By Sheryl E. Reiss, Italian Art Society
On 29 July 1539, the young duke of Florence Cosimo I de’ Medici (1519-1574) married the seventeen-year-old Eleonora di Toledo (1522-1562), the younger daughter of the Spanish Viceroy of Naples, Don Pedro di Toledo. The marriage contract had been signed in Naples on 29 March 1539 and a proxy marriage was celebrated at that time. The bride arrived in Livorno on 22 June and met her groom in Pisa the following day. She and her retinue, along with Cosimo, stayed for several days at the Medici villa at Poggio a Caiano, making separate entrances into Florence on 29 June. The nuptials were followed by lavish festivities in the second (garden) courtyard of the Palazzo Medici.
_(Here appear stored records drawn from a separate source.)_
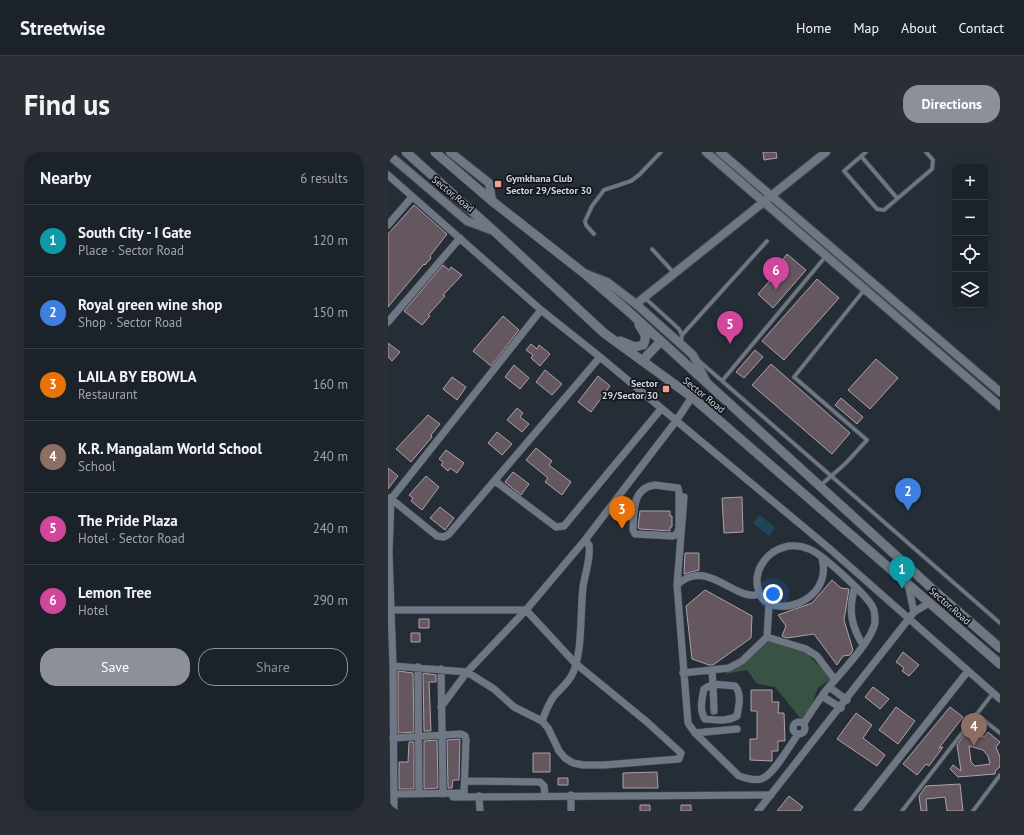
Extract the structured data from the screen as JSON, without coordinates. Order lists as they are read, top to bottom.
{
  "streets": {
    "main road": ["Sector Road"]
  },
  "places": {
    "transit": ["Gymkhana Club Sector 29/Sector 30", "Sector 29/Sector 30"]
  },
  "page": {
    "header": "Streetwise",
    "nav": [
      "Home",
      "Map",
      "About",
      "Contact"
    ],
    "buttons": [
      "Directions",
      ["Save", "Share"]
    ],
    "title": "Find us",
    "heading": ["Nearby", "6 results"],
    "map_buttons": ["+", "−"],
    "list": [
      {
        "mark": "1",
        "name": "South City - I Gate",
        "note": "Place · Sector Road",
        "value": "120 m"
      },
      {
        "mark": "2",
        "name": "Royal green wine shop",
        "note": "Shop · Sector Road",
        "value": "150 m"
      },
      {
        "mark": "3",
        "name": "LAILA BY EBOWLA",
        "note": "Restaurant",
        "value": "160 m"
      },
      {
        "mark": "4",
        "name": "K.R. Mangalam World School",
        "note": "School",
        "value": "240 m"
      },
      {
        "mark": "5",
        "name": "The Pride Plaza",
        "note": "Hotel · Sector Road",
        "value": "240 m"
      },
      {
        "mark": "6",
        "name": "Lemon Tree",
        "note": "Hotel",
        "value": "290 m"
      }
    ],
    "pins": [
      "6",
      "5",
      "2",
      "3",
      "1",
      "4"
    ]
  }
}
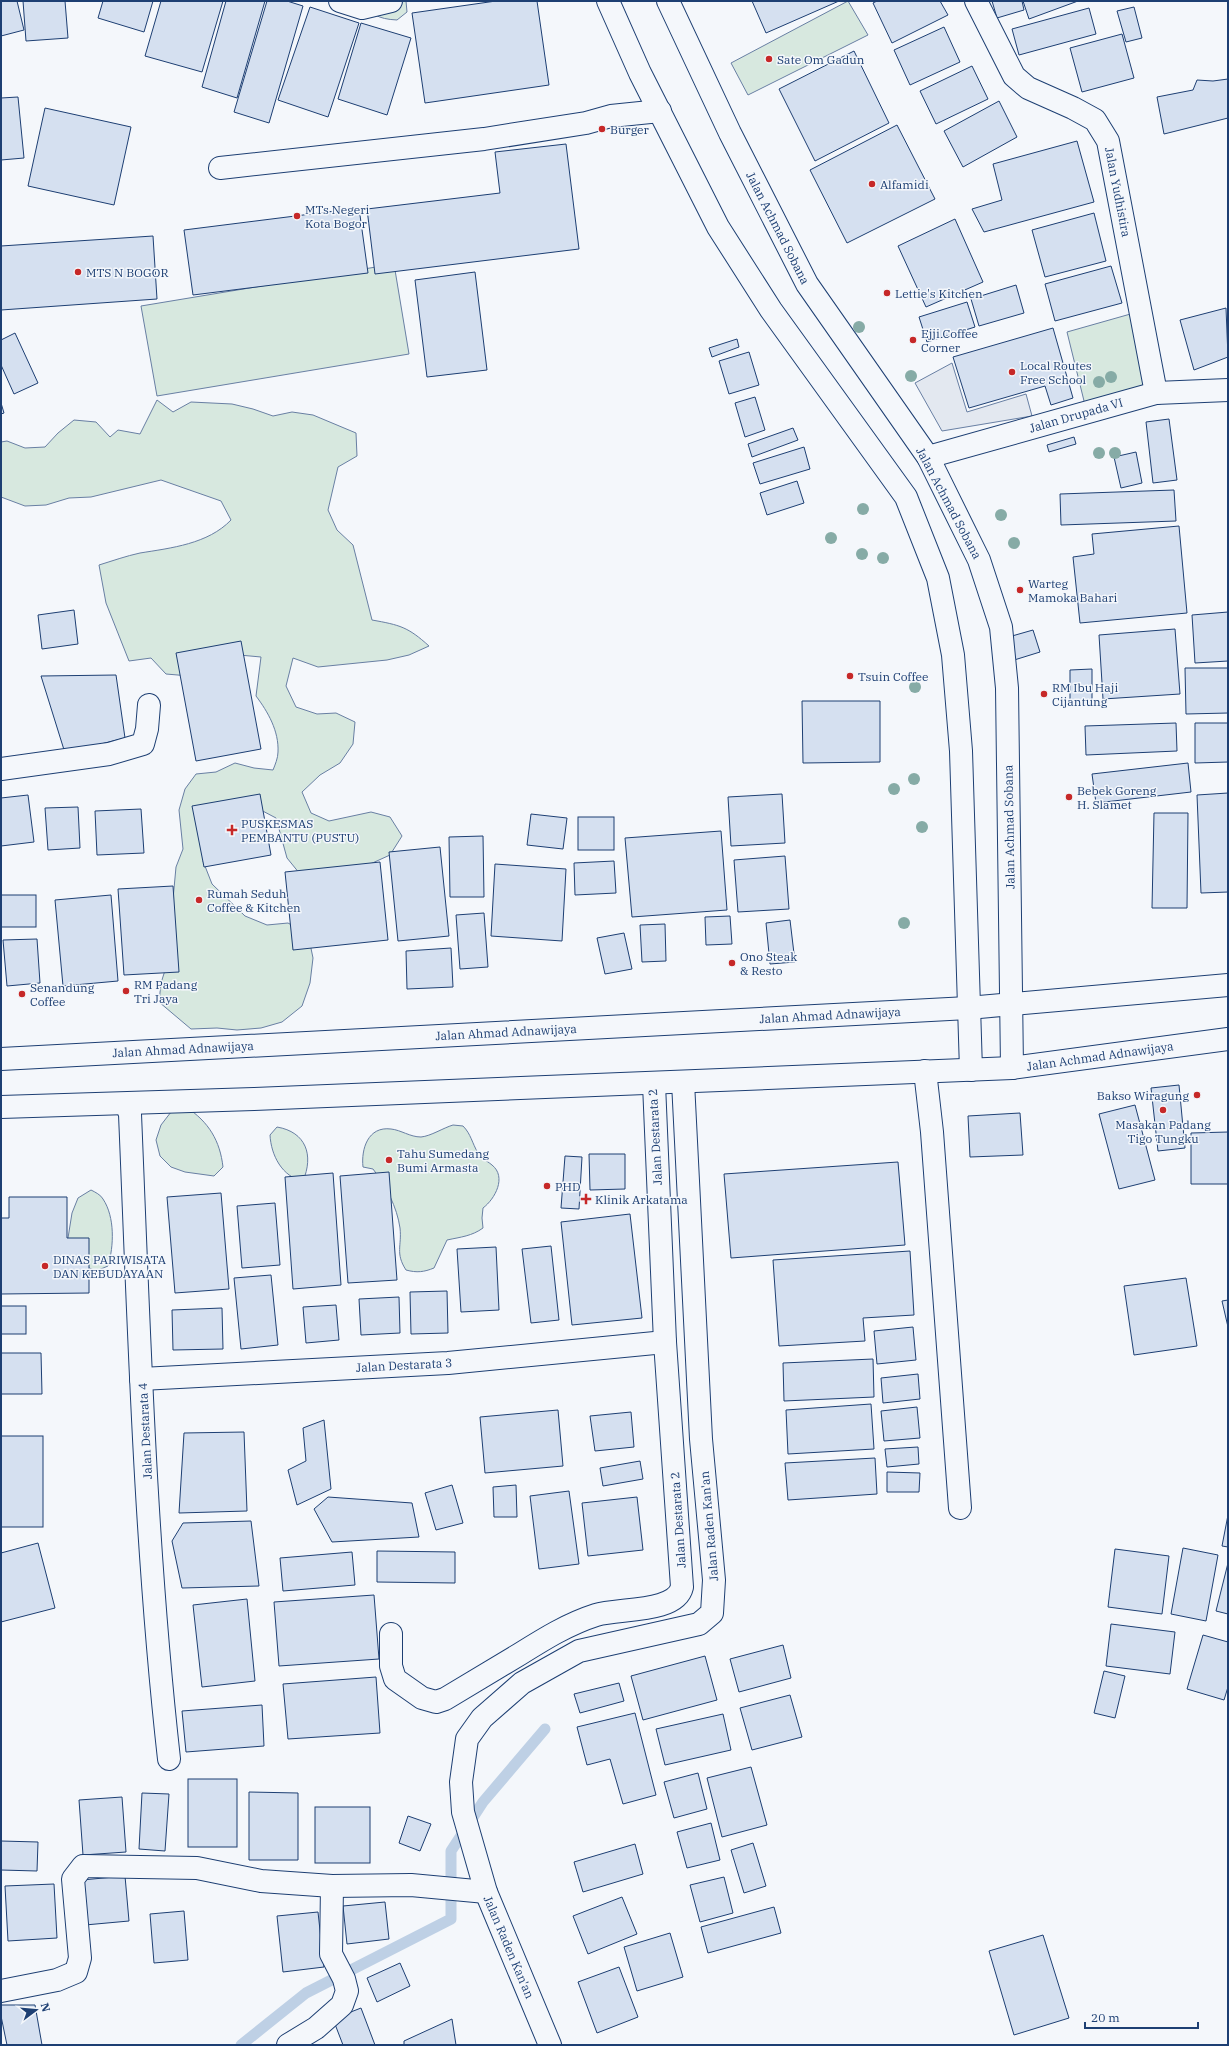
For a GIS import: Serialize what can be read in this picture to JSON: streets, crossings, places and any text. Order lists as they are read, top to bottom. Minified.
{"streets":{"street":["Jalan Yudhistira","Jalan Achmad Sobana","Jalan Drupada VI","Jalan Ahmad Adnawijaya","Jalan Achmad Adnawijaya","Jalan Destarata 2","Jalan Destarata 3","Jalan Destarata 4","Jalan Raden Kan'an"]},"crossings":[["Jalan Yudhistira","Jalan Drupada VI"],["Jalan Achmad Sobana","Jalan Drupada VI"],["Jalan Achmad Sobana","Jalan Ahmad Adnawijaya"],["Jalan Achmad Sobana","Jalan Achmad Adnawijaya"],["Jalan Destarata 2","Jalan Destarata 3"],["Jalan Destarata 3","Jalan Destarata 4"]],"places":{"other":["Sate Om Gadun","Burger","Alfamidi","MTs Negeri Kota Bogor","MTS N BOGOR","Lettie's Kitchen","Ejji Coffee Corner","Local Routes Free School","Warteg Mamoka Bahari","Tsuin Coffee","RM Ibu Haji Cijantung","Bebek Goreng H. Slamet","Rumah Seduh Coffee & Kitchen","Ono Steak & Resto","RM Padang Tri Jaya","Senandung Coffee","Bakso Wiragung","Masakan Padang Tigo Tungku","Tahu Sumedang Bumi Armasta","PHD","DINAS PARIWISATA DAN KEBUDAYAAN"],"health":["PUSKESMAS PEMBANTU (PUSTU)","Klinik Arkatama"]},"scale_bar":"20 m","north":"right"}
Niccolò Tribolo oversaw the decorations, which included paintings by a number of artists including Agnolo Bronzino, Francesco Salviati, Battista Franco, and Bachiacca, along with portraits of illustrious Medici forbears by Raphael, Jacopo da Pontormo, and Franco. The decorative program was an early manifestation of Cosimo’s propagandistic use of art to proclaim legitimacy and authority. Cosimo I and Eleonora were both extraordinary patrons of the visual arts and had eleven children together. Duchess Eleonora died in December 1562.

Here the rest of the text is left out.